Nun wähle ich mein Textwerkzeug und erstelle einen Schriftzug in Verdana,
Textfarbe schwarz, Textgröße 86 Pixel in scharf.
Dann wähle ich auf sichtbare auf eine Ebene reduzieren.
Nun wähle ich mir den Filter-Stilisierungsfilter-Relief, hier stelle ich folgende Werte ein:
Winkel=60, Höhe=1, Stärke=26
Dann gehe ich auf Bild-Anpassen-Helligkeit/Kontrast und wähle für Helligkeit 100%

Leider ergibt sich hierbei eine Hintergrundfarbe von #E4E4E4

Wie kann ich es anstellen, das der Hintergrund in richtigem weiß erscheint #FFFFFF, ohne den Reliefeffekt zu zerstören?

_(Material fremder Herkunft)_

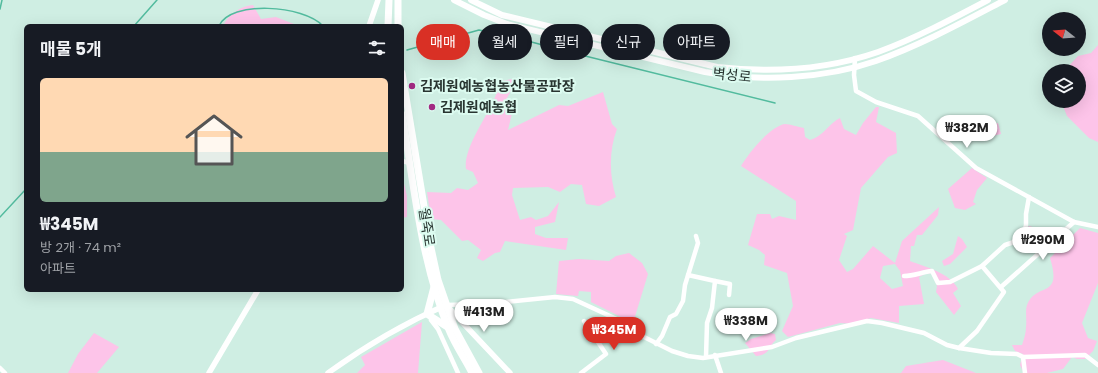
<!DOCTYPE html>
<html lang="ko">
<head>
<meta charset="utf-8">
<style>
	:root { --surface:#171b24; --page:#242831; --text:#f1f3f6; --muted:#9ea1a6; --accent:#d93025 }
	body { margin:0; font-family:Poppins,"Noto Sans KR",sans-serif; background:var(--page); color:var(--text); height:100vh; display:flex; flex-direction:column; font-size:15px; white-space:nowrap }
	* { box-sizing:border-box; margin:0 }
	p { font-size:13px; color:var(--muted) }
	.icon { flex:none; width:22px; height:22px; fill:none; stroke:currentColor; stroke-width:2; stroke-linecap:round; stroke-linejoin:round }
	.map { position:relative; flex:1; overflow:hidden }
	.details { position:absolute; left:24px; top:24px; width:380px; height:268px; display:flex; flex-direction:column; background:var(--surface); border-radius:6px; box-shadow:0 4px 16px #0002 }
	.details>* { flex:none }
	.banner { position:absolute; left:416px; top:24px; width:380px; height:36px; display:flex; gap:8px }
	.needle { width:26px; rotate:287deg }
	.tools { position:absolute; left:1042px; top:12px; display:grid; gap:8px }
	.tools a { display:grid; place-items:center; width:44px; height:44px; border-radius:50%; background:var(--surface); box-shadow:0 4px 16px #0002; font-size:20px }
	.price { position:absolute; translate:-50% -34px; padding:0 9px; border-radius:14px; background:#fff; color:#222; font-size:13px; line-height:26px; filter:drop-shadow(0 1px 2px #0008) }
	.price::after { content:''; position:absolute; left:50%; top:24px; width:12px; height:9px; margin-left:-6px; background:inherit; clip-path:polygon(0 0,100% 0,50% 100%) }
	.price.selected { background:var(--accent); color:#fff }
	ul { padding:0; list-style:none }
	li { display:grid; align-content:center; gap:8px; height:212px; padding:0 16px }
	li span { display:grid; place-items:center; height:124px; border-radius:6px; color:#555 }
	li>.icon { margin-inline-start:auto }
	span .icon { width:72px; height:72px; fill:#fffc; stroke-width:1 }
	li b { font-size:17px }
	h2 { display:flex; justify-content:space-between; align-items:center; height:48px; padding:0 16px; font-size:17px }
	.pill { padding:0 14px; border-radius:18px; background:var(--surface); box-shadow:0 4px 16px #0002; font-size:14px; line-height:36px }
	.pill.selected { background:var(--accent); color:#fff }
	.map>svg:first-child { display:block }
	.green { fill:#fdc4e9; fill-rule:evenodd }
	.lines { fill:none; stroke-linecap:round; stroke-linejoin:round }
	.stream { stroke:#52bb9e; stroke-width:1.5 }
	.minor { stroke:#fff; stroke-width:4.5 }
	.tertiary { stroke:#fff; stroke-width:5.5 }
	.secondary { stroke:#fff; stroke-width:6 }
	.primary { stroke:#fff; stroke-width:7 }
	.poi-dot { fill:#a22b83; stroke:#dcfbf0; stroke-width:1.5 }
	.labels { text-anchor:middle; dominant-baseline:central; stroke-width:4; stroke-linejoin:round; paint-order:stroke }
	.street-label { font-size:14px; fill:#293531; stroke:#dcfbf0 }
	.poi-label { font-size:14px; font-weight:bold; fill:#293531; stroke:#dcfbf0; text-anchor:start }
</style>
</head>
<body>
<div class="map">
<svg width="1098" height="373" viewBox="0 0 1098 373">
	<rect width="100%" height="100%" fill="#cfeee3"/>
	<g class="green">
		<path d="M253 5 261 19 276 17 299 26H223C229 14 240 6 253 5Z"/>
		<polygon points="1098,45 1098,142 1089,138 1067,116 1061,101 1079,101 1079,71 1064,71 1078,56 1091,53"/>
		<path d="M513 79 515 83 507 98 515 101 508 130 559 105 568 106 603 92 612 124 617 129C609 150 609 175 616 197L599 206 586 204 582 185 571 184 560 192 548 187 513 188 512 195 520 220 531 217 536 220 548 216 559 202 555 222 535 227V234L546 238H568L566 250 505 241 500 252 495 253 483 261 477 258 481 250 468 240 462 241 441 220 431 219 427 192 451 193 457 188 468 190 478 183 473 172 466 169C463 150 485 119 493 102 496 96 498 88 500 81Z"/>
		<path d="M876 107H879L876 122 896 133 897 153 888 157 861 188 853 230 844 234 847 236 839 260 847 272 853 269 873 246 895 263 902 241 939 207 938 215 922 235H917L914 246H911L910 261C926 267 950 273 958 289L953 293 961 306 954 315 936 292 937 286 932 273 925 274 919 277 924 304 899 306V323L871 318 853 324 840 323 788 337 782 331 793 306 787 273 764 265 765 255 759 250 748 245 757 214H770L772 219 779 216 796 220V201L741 166C748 154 770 126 785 124 790 124 798 127 804 128L805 137 810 140C825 135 827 125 840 118L844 129 856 135 863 123ZM895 264 900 271 903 286 892 289 880 278 883 266Z"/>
		<polygon points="998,123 1001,134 974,140 973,129"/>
		<polygon points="972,168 987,178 977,190 973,202 976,204 965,210 955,208 948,189"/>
		<polygon points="402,175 407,196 407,217 402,218"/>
		<polygon points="1029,226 1056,234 1038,250 1021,240"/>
		<path d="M1080 228 1098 233V283L1082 323 1088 338 1097 341 1093 351 1085 359H1077L1072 357 1063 369 1047 373H1024L1020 365 1023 354 1015 351 1012 345H1022C1024 339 1026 333 1026 327 1027 320 1025 311 1027 305 1036 281 1063 300 1050 258Z"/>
		<polygon points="958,236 962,239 967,247 950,264 944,266 942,261 953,254"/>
		<polygon points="629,253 642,263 648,274 633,323 591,302 591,292 579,291 578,296 556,294 559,261 579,259 609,261 616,256"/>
		<polygon points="422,322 418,373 357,373 365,365 361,357"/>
		<polygon points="94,333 119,347 97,373 68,373 78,354"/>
		<path d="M770 333 775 334 776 340C767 347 772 354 756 356L745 343 751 339Z"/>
		<polygon points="943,360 976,373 901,373 906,366"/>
	</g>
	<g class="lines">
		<g class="stream">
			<polyline points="0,9 2,0"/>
			<polyline points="134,26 157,0"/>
			<path d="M219 26C230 0 304 5 323 26"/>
			<polyline points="524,40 554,48"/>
			<polyline points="407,50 479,30 511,37"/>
			<polyline points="561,50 775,103"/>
			<polyline points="0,217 26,189"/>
		</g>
		<g class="minor">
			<polyline points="855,58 854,75 856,91 876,102 918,116 976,168 1074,222 1098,227"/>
			<polyline points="402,161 410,163"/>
			<polyline points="688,275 715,281 712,308 707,323 706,357"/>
			<path d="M904 276C914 276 922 272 932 271L938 283 950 282 982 266 1005 245 1017 241 1024 233 1026 225V214L1029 197"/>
			<polyline points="715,281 730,284 729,295"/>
			<polyline points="1001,287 1074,222"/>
			<polyline points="446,305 485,304 555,297 573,299 623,322 642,336 672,351 688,356 703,358 772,347 796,338 867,321 882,323 924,333 947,345 959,348 991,353 1017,354 1023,357 1025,373"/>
			<polyline points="431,320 438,329 458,373"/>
			<polyline points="656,344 662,336 670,317 676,314 683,301 685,285 698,243 696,236"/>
			<polyline points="959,348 977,331 1004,292 982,266"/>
			<polyline points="715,355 721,373"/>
			<polyline points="1023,357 1085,355 1098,365"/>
			<polyline points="0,368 5,373"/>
			<polyline points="581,373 606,354 584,321"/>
		</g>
		<g class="tertiary">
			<polyline points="369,26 378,0"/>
			<polyline points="209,373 258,290"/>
			<path d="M328 373C364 347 405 323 446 305L510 373"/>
		</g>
		<g class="secondary">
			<path d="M454 0 484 15 507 24 705 72C759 82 824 79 876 61 921 45 963 22 1005 0"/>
			<path d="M471 0 502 15 717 67C771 73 826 70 878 52 916 38 952 19 988 0"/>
		</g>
		<g class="primary">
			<polyline points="388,26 389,0"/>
			<polyline points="398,26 398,0"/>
			<polyline points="402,73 431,248 438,280 455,329 479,373"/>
			<path d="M402 114C414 186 421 262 449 330 455 345 465 359 472 373"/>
			<polyline points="434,287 427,314 449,328"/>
		</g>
	</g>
	<g class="poi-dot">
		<circle cx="412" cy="86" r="4"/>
		<circle cx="432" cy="107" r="4"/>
	</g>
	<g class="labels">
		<g class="street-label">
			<text transform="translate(732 75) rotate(6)">벽성로</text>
			<text transform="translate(427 227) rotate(81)">월죽로</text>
		</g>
		<g class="poi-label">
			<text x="420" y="86">김제원예농협농산물공판장</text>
			<text x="440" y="107">김제원예농협</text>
		</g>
	</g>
</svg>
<div class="tools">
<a><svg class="needle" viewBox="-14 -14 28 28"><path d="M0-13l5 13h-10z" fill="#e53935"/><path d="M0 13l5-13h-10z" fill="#9ea1a6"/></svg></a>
<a><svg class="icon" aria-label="layers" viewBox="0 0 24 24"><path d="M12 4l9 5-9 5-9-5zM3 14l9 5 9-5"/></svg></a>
</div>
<b class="price" style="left:967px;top:149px">₩382M</b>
<b class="price" style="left:1043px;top:261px">₩290M</b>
<b class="price" style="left:484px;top:333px">₩413M</b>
<b class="price" style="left:746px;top:342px">₩338M</b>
<b class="price selected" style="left:614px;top:351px">₩345M</b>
<div class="banner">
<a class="pill selected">매매</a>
<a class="pill">월세</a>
<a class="pill">필터</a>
<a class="pill">신규</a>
<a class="pill">아파트</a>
</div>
<section class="details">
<h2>매물 5개<svg class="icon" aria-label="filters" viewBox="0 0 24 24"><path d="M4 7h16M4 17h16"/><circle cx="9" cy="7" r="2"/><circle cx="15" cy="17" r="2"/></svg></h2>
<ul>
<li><span style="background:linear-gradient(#ffd9b3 60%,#7fa58c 0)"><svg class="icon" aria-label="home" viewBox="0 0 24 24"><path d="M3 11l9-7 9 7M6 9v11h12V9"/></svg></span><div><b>₩345M</b><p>방 2개 · 74 m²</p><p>아파트</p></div></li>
</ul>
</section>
</div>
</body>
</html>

Wenn jemand für mich eine Lösung hat, wäre echt toll, bin aber kein Photoshop-Profi,
solte daher schon klein für klein erklärt sein.

Vielen Dank im voraus


----------



## TeQs (29. März 2007)

Naja, sehr Ellegant ist es nicht, aber wende doch einfach 2 mal Helligkeit und Kontrast auf die ebene an. Ab +200 wird der Hintergrund #000000.


----------



## VisionEffects (29. März 2007)

Welche Variante wäre denn eine elegantere?
Denn wenn ich Helligkeit/Kontrast 2mal anwende, dann verschwinden meine konturen  
Wäre ja bereit, das ganze auf eine bessere Art zu machen, aber wie?


----------



## TeQs (29. März 2007)

Nimm doch einfach den Reliefeffekt vom Ebenenstil


----------



## Boromir (29. März 2007)

Schließe mich der Meinung von TeQs an. Den Stil auf Relief und Hart meißeln setzen.

Boromir

Bsp:


----------



## VisionEffects (29. März 2007)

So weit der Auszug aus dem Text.